- TASK ITEM -
Scan the material for the word "Αποστόλων" and return every matching line.

══ TASK INPUT ══

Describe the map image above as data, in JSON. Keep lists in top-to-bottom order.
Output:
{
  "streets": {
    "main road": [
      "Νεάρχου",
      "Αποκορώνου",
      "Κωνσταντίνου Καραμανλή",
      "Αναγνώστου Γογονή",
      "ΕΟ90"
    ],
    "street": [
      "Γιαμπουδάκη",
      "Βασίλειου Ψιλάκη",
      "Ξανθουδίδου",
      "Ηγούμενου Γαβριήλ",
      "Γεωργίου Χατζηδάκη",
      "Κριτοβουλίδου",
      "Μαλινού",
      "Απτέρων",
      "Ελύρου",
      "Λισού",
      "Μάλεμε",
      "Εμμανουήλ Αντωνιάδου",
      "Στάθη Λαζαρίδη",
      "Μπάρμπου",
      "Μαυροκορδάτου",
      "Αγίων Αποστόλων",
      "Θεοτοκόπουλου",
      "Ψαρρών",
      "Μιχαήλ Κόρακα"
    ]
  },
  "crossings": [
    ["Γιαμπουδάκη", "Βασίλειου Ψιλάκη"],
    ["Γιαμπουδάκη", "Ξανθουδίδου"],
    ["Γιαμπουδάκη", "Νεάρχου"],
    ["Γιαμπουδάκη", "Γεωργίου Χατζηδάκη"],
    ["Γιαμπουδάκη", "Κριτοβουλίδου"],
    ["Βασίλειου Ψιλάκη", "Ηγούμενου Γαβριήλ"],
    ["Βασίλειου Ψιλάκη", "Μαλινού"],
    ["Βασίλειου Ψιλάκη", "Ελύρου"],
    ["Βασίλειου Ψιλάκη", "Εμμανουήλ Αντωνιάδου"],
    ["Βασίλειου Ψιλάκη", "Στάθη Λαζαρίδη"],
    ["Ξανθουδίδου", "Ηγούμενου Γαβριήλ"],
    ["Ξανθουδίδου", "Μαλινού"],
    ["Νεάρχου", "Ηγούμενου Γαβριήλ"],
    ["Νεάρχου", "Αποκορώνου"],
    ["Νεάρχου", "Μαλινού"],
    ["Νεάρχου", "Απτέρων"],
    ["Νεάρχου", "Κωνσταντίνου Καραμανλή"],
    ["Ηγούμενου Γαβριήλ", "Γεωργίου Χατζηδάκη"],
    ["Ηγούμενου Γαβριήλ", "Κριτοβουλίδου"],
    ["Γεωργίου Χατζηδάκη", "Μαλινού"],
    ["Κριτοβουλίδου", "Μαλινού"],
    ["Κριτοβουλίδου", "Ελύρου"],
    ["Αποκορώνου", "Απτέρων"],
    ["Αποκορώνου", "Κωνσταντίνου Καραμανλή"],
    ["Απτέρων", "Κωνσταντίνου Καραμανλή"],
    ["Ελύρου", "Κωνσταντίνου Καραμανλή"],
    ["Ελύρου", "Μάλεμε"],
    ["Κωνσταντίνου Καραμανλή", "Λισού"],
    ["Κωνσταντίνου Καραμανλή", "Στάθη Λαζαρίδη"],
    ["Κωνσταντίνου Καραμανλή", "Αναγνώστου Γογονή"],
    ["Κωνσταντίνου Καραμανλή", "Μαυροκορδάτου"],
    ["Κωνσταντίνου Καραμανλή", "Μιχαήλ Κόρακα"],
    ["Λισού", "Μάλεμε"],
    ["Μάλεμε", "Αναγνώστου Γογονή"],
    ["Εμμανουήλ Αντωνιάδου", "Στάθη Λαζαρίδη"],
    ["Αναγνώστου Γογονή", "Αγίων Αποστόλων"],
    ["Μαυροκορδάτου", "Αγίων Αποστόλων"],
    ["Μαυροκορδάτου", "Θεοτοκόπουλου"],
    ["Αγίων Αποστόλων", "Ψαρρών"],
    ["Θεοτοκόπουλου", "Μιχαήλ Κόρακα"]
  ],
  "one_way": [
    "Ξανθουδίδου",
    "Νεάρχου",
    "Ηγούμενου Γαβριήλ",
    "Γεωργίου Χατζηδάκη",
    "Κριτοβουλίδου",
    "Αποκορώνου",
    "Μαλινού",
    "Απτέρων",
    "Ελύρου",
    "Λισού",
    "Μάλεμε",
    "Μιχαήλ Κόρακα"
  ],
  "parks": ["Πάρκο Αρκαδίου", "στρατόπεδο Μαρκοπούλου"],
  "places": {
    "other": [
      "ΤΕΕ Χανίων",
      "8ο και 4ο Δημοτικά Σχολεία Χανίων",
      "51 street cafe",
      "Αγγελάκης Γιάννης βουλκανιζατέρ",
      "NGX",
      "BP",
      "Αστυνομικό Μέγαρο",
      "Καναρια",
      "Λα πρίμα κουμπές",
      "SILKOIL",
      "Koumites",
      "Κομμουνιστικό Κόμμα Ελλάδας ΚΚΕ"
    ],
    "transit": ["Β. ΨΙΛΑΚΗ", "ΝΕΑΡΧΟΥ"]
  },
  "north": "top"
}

═══

- RESPONSE -
      "Αγίων Αποστόλων",
    ["Αναγνώστου Γογονή", "Αγίων Αποστόλων"],
    ["Μαυροκορδάτου", "Αγίων Αποστόλων"],
    ["Αγίων Αποστόλων", "Ψαρρών"],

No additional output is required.